Producer Anton Ernst said, "Our main aim with this film is to take the audience on a roller coaster ride - filled with fun, excitement and suspenseful horror. We are proud that we were able to cast Billy Zane, star of one of the biggest films ever made, with our own stars Colin Moss and Louise Barnes, as well as the fine talents of Christina Cole, Natalie Mendoza and Joel Torre."

==Release==
The film premiered on 10 July 2009 and was part of the 2009 Shriekfest in Los Angeles. It was released in the UK in Cinemas on 2 October 2009, and on DVD on 5 October 2009.

==Soundtrack==
The score was composed by Colin Baldry and Tom Kane.
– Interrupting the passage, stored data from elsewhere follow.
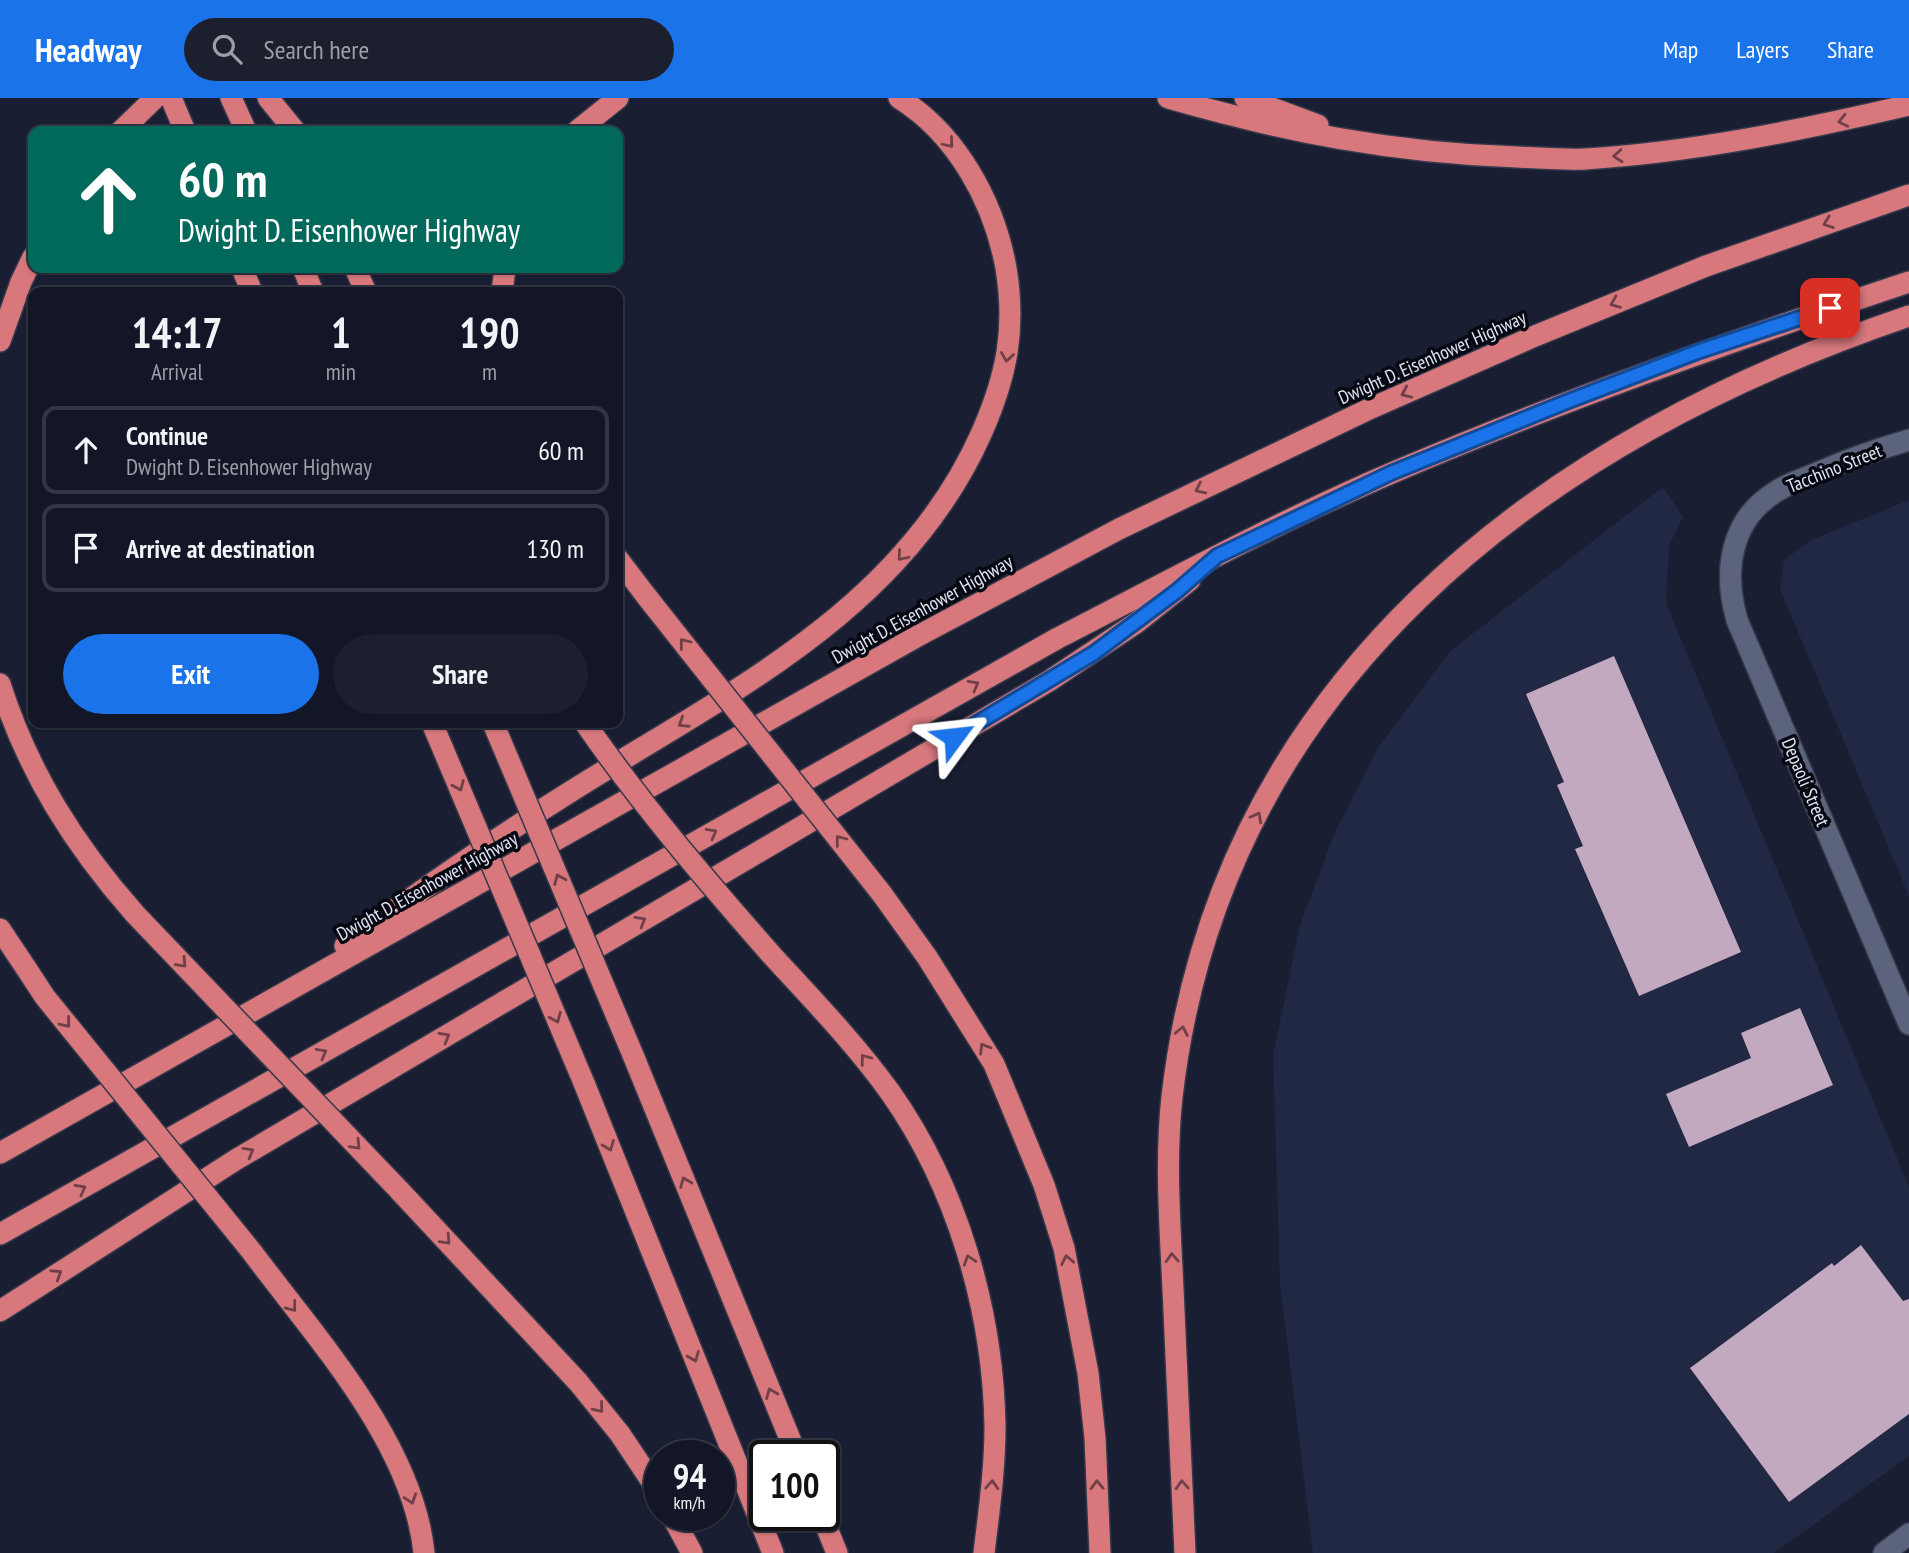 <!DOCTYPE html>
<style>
body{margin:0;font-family:"PT Sans Narrow",sans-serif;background:#1c1f2e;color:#f1f3f6;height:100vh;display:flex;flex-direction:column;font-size:26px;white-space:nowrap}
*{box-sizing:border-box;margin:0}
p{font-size:23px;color:#9d9fa7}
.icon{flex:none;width:38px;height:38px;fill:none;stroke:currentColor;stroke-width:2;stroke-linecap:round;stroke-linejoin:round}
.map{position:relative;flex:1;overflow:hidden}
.drawer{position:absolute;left:28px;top:189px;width:595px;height:441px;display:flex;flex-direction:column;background:#131626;border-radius:14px;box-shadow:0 2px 5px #0004,0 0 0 2px #323543}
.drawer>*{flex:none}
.top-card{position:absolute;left:28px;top:28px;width:595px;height:147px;border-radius:14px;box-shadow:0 2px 5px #0004,0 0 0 2px #323543;background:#00695c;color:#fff;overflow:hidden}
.speed{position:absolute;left:644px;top:1342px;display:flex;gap:14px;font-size:35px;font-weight:700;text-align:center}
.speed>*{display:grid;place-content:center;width:91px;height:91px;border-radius:50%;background:#131626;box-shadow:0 2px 5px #0004,0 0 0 2px #323543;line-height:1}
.speed small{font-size:18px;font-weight:400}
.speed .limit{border:4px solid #111;border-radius:10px;background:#fff;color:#111}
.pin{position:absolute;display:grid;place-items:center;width:60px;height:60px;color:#fff;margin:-30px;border-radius:14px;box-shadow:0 4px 10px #0006}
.me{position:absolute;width:77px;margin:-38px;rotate:60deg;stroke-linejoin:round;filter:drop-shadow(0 0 5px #0008)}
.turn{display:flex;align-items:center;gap:24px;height:147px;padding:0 35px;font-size:32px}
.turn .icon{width:91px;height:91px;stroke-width:2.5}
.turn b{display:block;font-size:49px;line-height:60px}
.eta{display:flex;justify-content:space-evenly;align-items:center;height:119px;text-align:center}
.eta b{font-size:42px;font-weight:600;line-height:49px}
.cta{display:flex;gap:14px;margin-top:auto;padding:14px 35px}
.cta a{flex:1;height:80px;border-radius:42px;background:#1a73e8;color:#fff;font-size:28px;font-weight:600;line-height:80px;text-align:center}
.cta a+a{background:#1c1f2e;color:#f1f3f6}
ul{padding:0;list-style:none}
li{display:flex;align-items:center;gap:21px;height:88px;margin:0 14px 10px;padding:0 21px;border:4px solid #323543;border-radius:14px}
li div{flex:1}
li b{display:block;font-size:26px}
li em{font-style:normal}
header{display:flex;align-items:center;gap:42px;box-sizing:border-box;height:98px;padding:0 35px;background:#1a73e8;color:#fff}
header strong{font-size:33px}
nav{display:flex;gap:38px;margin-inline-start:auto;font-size:24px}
.search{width:490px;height:63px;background:#1c1f2e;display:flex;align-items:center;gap:18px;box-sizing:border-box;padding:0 24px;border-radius:38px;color:#9d9fa7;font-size:26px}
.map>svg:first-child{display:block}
.built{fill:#212843}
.building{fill:#c3a9bf}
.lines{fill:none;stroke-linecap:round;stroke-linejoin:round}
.minor-casing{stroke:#35394a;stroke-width:24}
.motorway-casing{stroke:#35394a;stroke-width:24}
.minor{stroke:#5c647d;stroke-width:21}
.motorway{stroke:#d8787d;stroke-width:21}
.motorway-bridge-casing{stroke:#35394a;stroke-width:24;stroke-linecap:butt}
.motorway-bridge{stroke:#d8787d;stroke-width:21}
.oneway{stroke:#704048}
.route-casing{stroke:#114b97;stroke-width:18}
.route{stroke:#1a73e8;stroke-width:12}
.labels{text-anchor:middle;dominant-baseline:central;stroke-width:7;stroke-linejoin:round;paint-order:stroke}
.street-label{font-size:19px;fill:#e1e5f4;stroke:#070912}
</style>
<header>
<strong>Headway</strong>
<div class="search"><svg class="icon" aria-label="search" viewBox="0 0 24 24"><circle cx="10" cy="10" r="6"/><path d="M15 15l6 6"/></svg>Search here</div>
<nav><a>Map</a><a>Layers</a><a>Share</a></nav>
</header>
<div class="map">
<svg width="1909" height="1455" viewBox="0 0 1909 1455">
<rect width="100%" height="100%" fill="#191e33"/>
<g class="built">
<path d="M1663,389L1683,419L1669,448L1666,505L1909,1089V1358L1774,1455H1313L1280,1185L1273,957L1300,827L1335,734L1379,648L1450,553Z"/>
<path d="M1909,402V798L1780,491L1784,462L1811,442Z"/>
</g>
<g class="building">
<path d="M1614,558L1741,854L1639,898L1575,751L1583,748L1557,687L1564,684L1526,596Z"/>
<path d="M1800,910L1833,987L1689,1049L1666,996L1751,960L1741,935Z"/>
<path d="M1861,1147L1903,1203L1909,1201V1316L1789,1404L1690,1270L1832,1165L1834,1168Z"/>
</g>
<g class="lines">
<defs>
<g id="minor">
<path d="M1909,342C1877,351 1847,362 1817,375C1804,381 1789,385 1777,393C1730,421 1723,473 1737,522L1909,926"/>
<path d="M1884,1455L1909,1436"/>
</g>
<g id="motorway">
<path d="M171,0L185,33"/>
<path d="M231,0L246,33"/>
<path d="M268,0L295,33"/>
<path d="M1168,0C1286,34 1394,55 1517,59C1539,60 1563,62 1585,61C1695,54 1802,32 1909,7"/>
<path d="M1245,0L1318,27"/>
<path d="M121,33L155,0"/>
<path d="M577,33L618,0"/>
<path d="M242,170L252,194"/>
<path d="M303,170L313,194"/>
<path d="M355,170L366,194"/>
<path d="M502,194L505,170"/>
<path d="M0,243L21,184L33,159"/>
<path d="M618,461L647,499"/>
<path d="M0,586C28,674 74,747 135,816"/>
<path d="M882,796L927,859L994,966L1044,1087L1064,1150L1088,1275L1095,1340L1100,1455"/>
<path d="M0,831L26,870"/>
<path d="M345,848C418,794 493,742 570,694C727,595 903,513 982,334C1007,277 1016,231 1006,170C994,104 957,36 899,0"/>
<path d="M769,854C811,900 854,944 890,994C957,1089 993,1212 995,1328C995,1371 989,1413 984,1455"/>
<path d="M633,957L797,1358"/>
<path d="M584,985L773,1455"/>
<path d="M0,1055L916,539L1119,431L1367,312L1535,238L1706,168L1909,97"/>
<path d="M399,1092L578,1284L620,1336L660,1396"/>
<path d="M0,1136L1058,540C1169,483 1279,423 1394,374C1563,302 1735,242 1909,184"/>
<path d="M252,1154C316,1240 413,1345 424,1455"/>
<path d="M0,1213L237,1061L1049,583L1136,525L1190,482"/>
<path d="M672,1418L692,1455"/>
<path d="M822,1418L837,1455"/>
<path d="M1185,1455C1181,1367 1177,1279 1173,1191C1170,1127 1165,1062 1172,999C1220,584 1538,344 1909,218"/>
</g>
</defs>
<use href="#minor" class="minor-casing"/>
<use href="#motorway" class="motorway-casing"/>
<use href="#minor" class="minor"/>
<use href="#motorway" class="motorway"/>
<defs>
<g id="motorway-bridge">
<path d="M647,499L882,796"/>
<path d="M432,625L584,985"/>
<path d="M493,625L633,957"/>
<path d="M585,625C641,706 704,780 769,854"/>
<path d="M135,816L399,1092"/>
<path d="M26,870L45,899L252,1154"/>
</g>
</defs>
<use href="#motorway-bridge" class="motorway-bridge-casing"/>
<use href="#motorway-bridge" class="motorway-bridge"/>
</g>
<defs><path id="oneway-chevron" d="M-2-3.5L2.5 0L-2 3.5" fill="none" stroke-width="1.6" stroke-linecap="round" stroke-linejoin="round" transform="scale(1.75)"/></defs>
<g class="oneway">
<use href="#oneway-chevron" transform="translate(1843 23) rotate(167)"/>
<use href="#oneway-chevron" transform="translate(949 45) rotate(50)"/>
<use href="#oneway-chevron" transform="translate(1618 58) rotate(175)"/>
<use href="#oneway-chevron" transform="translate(1828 125) rotate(160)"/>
<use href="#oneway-chevron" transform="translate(1615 205) rotate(158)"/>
<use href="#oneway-chevron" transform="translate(1007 259) rotate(99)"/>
<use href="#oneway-chevron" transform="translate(1406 295) rotate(156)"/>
<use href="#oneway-chevron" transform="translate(1200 391) rotate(154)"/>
<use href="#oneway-chevron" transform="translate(902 458) rotate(130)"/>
<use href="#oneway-chevron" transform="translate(684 545) rotate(-128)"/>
<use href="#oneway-chevron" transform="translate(974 587) rotate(-29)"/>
<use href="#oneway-chevron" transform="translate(683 625) rotate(147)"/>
<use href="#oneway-chevron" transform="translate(459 688) rotate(67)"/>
<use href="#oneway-chevron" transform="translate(1257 719) rotate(-62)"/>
<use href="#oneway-chevron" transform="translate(712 735) rotate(-29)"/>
<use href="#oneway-chevron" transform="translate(840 742) rotate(-128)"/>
<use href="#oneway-chevron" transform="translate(559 781) rotate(-113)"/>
<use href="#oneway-chevron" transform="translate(641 823) rotate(-30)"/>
<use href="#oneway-chevron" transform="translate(182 865) rotate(46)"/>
<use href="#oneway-chevron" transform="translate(556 920) rotate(67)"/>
<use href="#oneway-chevron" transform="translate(66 925) rotate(51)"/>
<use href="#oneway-chevron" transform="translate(1182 933) rotate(-79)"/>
<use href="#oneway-chevron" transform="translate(445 939) rotate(-30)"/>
<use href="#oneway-chevron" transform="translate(984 950) rotate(-121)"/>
<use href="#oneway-chevron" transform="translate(322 955) rotate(-29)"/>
<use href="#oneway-chevron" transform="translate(865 961) rotate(-127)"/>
<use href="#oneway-chevron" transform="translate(356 1047) rotate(46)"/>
<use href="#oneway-chevron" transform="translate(609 1048) rotate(68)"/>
<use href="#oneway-chevron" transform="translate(249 1054) rotate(-30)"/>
<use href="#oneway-chevron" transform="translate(685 1084) rotate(-112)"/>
<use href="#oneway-chevron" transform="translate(81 1091) rotate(-29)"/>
<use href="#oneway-chevron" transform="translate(446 1142) rotate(47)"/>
<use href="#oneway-chevron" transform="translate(1172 1160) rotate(-93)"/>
<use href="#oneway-chevron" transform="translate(969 1162) rotate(-108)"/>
<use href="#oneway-chevron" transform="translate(1067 1162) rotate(-102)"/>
<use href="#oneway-chevron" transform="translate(57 1176) rotate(-33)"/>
<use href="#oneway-chevron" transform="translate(292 1209) rotate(53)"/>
<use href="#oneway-chevron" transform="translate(694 1259) rotate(68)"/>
<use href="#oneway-chevron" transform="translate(771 1295) rotate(-112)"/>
<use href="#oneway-chevron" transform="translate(599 1310) rotate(51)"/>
<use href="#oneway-chevron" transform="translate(992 1387) rotate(-87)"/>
<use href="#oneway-chevron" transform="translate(1097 1387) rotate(-92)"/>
<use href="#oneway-chevron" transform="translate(1182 1387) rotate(-93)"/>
<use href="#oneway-chevron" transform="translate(411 1401) rotate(72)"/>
</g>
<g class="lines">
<defs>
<path id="route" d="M954,639L1094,555L1177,493L1217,458L1391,375L1566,304L1697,254L1830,210"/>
</defs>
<use href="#route" class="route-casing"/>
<use href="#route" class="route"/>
</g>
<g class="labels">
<g class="street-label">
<text transform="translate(1432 259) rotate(-24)">Dwight D. Eisenhower Highway</text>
<text transform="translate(1834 370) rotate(-22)">Tacchino Street</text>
<text transform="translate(922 511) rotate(-29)">Dwight D. Eisenhower Highway</text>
<text transform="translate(1806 684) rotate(67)">Depaoli Street</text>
<text transform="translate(427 788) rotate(-29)">Dwight D. Eisenhower Highway</text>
</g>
</g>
</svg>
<div class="speed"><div>94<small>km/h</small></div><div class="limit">100</div></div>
<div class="pin" style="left:1830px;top:210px;background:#d93025"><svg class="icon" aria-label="arrive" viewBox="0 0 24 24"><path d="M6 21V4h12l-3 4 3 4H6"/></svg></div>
<svg class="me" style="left:954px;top:639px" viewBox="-20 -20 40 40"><path d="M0-17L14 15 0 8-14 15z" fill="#1a73e8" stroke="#fff" stroke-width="4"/></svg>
<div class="top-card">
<div class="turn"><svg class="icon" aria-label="ahead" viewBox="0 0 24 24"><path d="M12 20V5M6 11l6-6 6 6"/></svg><div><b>60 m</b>Dwight D. Eisenhower Highway</div></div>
</div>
<section class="drawer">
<div class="eta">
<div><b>14:17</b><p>Arrival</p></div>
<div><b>1</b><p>min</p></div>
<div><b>190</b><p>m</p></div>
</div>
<ul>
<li><svg class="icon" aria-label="ahead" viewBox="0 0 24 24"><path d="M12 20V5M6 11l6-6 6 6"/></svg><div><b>Continue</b><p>Dwight D. Eisenhower Highway</p></div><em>60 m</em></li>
<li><svg class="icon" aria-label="arrive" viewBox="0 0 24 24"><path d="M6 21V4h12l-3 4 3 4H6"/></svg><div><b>Arrive at destination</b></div><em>130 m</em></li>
</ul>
<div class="cta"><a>Exit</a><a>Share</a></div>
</section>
</div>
The original soundtrack featured songs from Jean-Raphael Dedieu and Natalie Mendoza.

==Reception==

Andrew Pulver of The Guardian gave the film 2/5 stars, writing, "It's all rather obviously low budget, and takes a l-o-o-ong time to get going, but when it does it's efficient, rather than especially inspired." Corey Danna from HorrorNews.net wrote, "Surviving Evil is ridiculous but it is actually a cut above the rest, but just a little. There was a real effort here by Daw to make the best film he could and mostly succeeds. It seemed that the film was written with a specific budget in mind and was able to deliver on the said budget. He never once tried to over step his bounds and made a safe horror film with plenty of blood, awesome looking creatures, and the most important ingredient, characters that actually have souls. People we are able to root for and people that feel and look human." Dread Central rated the film a score of 2.5 out of 5, commending the creature design as the film's best aspect, as well as the character development. However, the reviewer criticized the film's occasionally shoddy cinematography, and moments of stupidity.